Assignment - All records should be reproduced verbatim.

Top of Exercise inputs

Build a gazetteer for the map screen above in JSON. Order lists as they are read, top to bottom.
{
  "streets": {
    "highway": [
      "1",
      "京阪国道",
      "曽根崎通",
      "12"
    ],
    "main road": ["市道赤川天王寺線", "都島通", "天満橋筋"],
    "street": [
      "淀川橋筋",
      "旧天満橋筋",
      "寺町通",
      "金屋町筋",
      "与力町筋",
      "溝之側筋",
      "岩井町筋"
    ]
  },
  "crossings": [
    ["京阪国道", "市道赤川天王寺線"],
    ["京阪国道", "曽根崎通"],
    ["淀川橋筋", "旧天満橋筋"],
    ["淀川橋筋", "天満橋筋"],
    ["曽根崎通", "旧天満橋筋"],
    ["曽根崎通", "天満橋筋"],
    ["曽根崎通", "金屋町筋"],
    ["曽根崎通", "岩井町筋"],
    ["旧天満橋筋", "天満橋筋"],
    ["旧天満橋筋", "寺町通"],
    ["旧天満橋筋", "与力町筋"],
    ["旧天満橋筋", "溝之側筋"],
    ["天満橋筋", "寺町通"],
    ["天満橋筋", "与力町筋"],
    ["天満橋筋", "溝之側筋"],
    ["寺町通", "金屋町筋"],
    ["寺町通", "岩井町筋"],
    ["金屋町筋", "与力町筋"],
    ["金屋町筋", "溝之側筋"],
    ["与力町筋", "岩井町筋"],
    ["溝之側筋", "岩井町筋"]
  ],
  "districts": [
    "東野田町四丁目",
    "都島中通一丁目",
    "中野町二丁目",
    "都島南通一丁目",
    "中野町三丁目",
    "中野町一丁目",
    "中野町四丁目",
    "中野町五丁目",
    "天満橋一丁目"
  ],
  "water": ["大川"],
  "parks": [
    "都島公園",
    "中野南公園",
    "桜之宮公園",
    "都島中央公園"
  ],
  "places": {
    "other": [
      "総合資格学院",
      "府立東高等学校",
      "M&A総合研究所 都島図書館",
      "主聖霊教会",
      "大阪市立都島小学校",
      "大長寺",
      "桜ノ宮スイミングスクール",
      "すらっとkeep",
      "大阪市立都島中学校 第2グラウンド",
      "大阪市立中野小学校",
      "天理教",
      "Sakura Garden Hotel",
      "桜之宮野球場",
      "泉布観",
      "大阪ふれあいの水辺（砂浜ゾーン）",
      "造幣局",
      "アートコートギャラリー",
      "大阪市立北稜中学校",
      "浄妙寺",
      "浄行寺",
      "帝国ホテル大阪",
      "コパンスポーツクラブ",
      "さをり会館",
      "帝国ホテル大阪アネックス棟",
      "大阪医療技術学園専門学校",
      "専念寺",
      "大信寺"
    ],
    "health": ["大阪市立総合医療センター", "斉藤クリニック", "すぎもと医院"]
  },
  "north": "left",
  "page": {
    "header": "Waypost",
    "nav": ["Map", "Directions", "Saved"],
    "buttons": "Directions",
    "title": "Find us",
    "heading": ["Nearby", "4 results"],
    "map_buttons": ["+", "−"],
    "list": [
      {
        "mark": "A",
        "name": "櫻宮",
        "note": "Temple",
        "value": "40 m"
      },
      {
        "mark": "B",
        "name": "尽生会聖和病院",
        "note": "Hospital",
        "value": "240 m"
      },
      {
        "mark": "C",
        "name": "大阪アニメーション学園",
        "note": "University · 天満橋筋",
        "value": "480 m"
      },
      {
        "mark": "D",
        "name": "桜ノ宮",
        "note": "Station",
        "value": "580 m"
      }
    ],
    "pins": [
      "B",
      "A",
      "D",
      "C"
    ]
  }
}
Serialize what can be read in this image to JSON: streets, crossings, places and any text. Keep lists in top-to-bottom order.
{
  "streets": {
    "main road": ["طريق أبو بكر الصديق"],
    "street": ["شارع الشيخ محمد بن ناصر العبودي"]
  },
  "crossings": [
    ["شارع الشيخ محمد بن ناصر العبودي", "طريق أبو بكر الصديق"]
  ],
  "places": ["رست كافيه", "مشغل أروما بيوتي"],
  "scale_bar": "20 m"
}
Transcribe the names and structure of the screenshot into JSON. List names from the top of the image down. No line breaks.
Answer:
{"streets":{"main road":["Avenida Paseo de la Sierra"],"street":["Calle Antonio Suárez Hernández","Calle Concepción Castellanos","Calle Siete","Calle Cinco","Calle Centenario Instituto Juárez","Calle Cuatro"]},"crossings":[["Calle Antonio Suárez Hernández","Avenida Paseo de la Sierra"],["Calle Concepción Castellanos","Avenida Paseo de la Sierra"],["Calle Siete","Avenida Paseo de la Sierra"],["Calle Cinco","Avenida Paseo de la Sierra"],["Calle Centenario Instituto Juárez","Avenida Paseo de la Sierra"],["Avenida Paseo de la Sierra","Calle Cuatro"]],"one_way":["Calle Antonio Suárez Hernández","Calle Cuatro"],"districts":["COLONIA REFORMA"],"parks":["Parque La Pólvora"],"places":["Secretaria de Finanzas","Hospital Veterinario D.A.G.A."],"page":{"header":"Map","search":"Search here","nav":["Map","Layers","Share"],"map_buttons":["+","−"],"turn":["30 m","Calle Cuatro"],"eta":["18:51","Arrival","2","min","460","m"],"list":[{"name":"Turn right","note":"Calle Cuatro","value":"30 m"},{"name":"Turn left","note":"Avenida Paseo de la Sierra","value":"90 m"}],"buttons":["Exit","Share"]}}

Bottom of Exercise inputs

Answer to this task -
Build a gazetteer for the map screen above in JSON. Order lists as they are read, top to bottom.
{
  "streets": {
    "highway": [
      "1",
      "京阪国道",
      "曽根崎通",
      "12"
    ],
    "main road": ["市道赤川天王寺線", "都島通", "天満橋筋"],
    "street": [
      "淀川橋筋",
      "旧天満橋筋",
      "寺町通",
      "金屋町筋",
      "与力町筋",
      "溝之側筋",
      "岩井町筋"
    ]
  },
  "crossings": [
    ["京阪国道", "市道赤川天王寺線"],
    ["京阪国道", "曽根崎通"],
    ["淀川橋筋", "旧天満橋筋"],
    ["淀川橋筋", "天満橋筋"],
    ["曽根崎通", "旧天満橋筋"],
    ["曽根崎通", "天満橋筋"],
    ["曽根崎通", "金屋町筋"],
    ["曽根崎通", "岩井町筋"],
    ["旧天満橋筋", "天満橋筋"],
    ["旧天満橋筋", "寺町通"],
    ["旧天満橋筋", "与力町筋"],
    ["旧天満橋筋", "溝之側筋"],
    ["天満橋筋", "寺町通"],
    ["天満橋筋", "与力町筋"],
    ["天満橋筋", "溝之側筋"],
    ["寺町通", "金屋町筋"],
    ["寺町通", "岩井町筋"],
    ["金屋町筋", "与力町筋"],
    ["金屋町筋", "溝之側筋"],
    ["与力町筋", "岩井町筋"],
    ["溝之側筋", "岩井町筋"]
  ],
  "districts": [
    "東野田町四丁目",
    "都島中通一丁目",
    "中野町二丁目",
    "都島南通一丁目",
    "中野町三丁目",
    "中野町一丁目",
    "中野町四丁目",
    "中野町五丁目",
    "天満橋一丁目"
  ],
  "water": ["大川"],
  "parks": [
    "都島公園",
    "中野南公園",
    "桜之宮公園",
    "都島中央公園"
  ],
  "places": {
    "other": [
      "総合資格学院",
      "府立東高等学校",
      "M&A総合研究所 都島図書館",
      "主聖霊教会",
      "大阪市立都島小学校",
      "大長寺",
      "桜ノ宮スイミングスクール",
      "すらっとkeep",
      "大阪市立都島中学校 第2グラウンド",
      "大阪市立中野小学校",
      "天理教",
      "Sakura Garden Hotel",
      "桜之宮野球場",
      "泉布観",
      "大阪ふれあいの水辺（砂浜ゾーン）",
      "造幣局",
      "アートコートギャラリー",
      "大阪市立北稜中学校",
      "浄妙寺",
      "浄行寺",
      "帝国ホテル大阪",
      "コパンスポーツクラブ",
      "さをり会館",
      "帝国ホテル大阪アネックス棟",
      "大阪医療技術学園専門学校",
      "専念寺",
      "大信寺"
    ],
    "health": ["大阪市立総合医療センター", "斉藤クリニック", "すぎもと医院"]
  },
  "north": "left",
  "page": {
    "header": "Waypost",
    "nav": ["Map", "Directions", "Saved"],
    "buttons": "Directions",
    "title": "Find us",
    "heading": ["Nearby", "4 results"],
    "map_buttons": ["+", "−"],
    "list": [
      {
        "mark": "A",
        "name": "櫻宮",
        "note": "Temple",
        "value": "40 m"
      },
      {
        "mark": "B",
        "name": "尽生会聖和病院",
        "note": "Hospital",
        "value": "240 m"
      },
      {
        "mark": "C",
        "name": "大阪アニメーション学園",
        "note": "University · 天満橋筋",
        "value": "480 m"
      },
      {
        "mark": "D",
        "name": "桜ノ宮",
        "note": "Station",
        "value": "580 m"
      }
    ],
    "pins": [
      "B",
      "A",
      "D",
      "C"
    ]
  }
}
Serialize what can be read in this image to JSON: streets, crossings, places and any text. Keep lists in top-to-bottom order.
{
  "streets": {
    "main road": ["طريق أبو بكر الصديق"],
    "street": ["شارع الشيخ محمد بن ناصر العبودي"]
  },
  "crossings": [
    ["شارع الشيخ محمد بن ناصر العبودي", "طريق أبو بكر الصديق"]
  ],
  "places": ["رست كافيه", "مشغل أروما بيوتي"],
  "scale_bar": "20 m"
}
Transcribe the names and structure of the screenshot into JSON. List names from the top of the image down. No line breaks.
Answer:
{"streets":{"main road":["Avenida Paseo de la Sierra"],"street":["Calle Antonio Suárez Hernández","Calle Concepción Castellanos","Calle Siete","Calle Cinco","Calle Centenario Instituto Juárez","Calle Cuatro"]},"crossings":[["Calle Antonio Suárez Hernández","Avenida Paseo de la Sierra"],["Calle Concepción Castellanos","Avenida Paseo de la Sierra"],["Calle Siete","Avenida Paseo de la Sierra"],["Calle Cinco","Avenida Paseo de la Sierra"],["Calle Centenario Instituto Juárez","Avenida Paseo de la Sierra"],["Avenida Paseo de la Sierra","Calle Cuatro"]],"one_way":["Calle Antonio Suárez Hernández","Calle Cuatro"],"districts":["COLONIA REFORMA"],"parks":["Parque La Pólvora"],"places":["Secretaria de Finanzas","Hospital Veterinario D.A.G.A."],"page":{"header":"Map","search":"Search here","nav":["Map","Layers","Share"],"map_buttons":["+","−"],"turn":["30 m","Calle Cuatro"],"eta":["18:51","Arrival","2","min","460","m"],"list":[{"name":"Turn right","note":"Calle Cuatro","value":"30 m"},{"name":"Turn left","note":"Avenida Paseo de la Sierra","value":"90 m"}],"buttons":["Exit","Share"]}}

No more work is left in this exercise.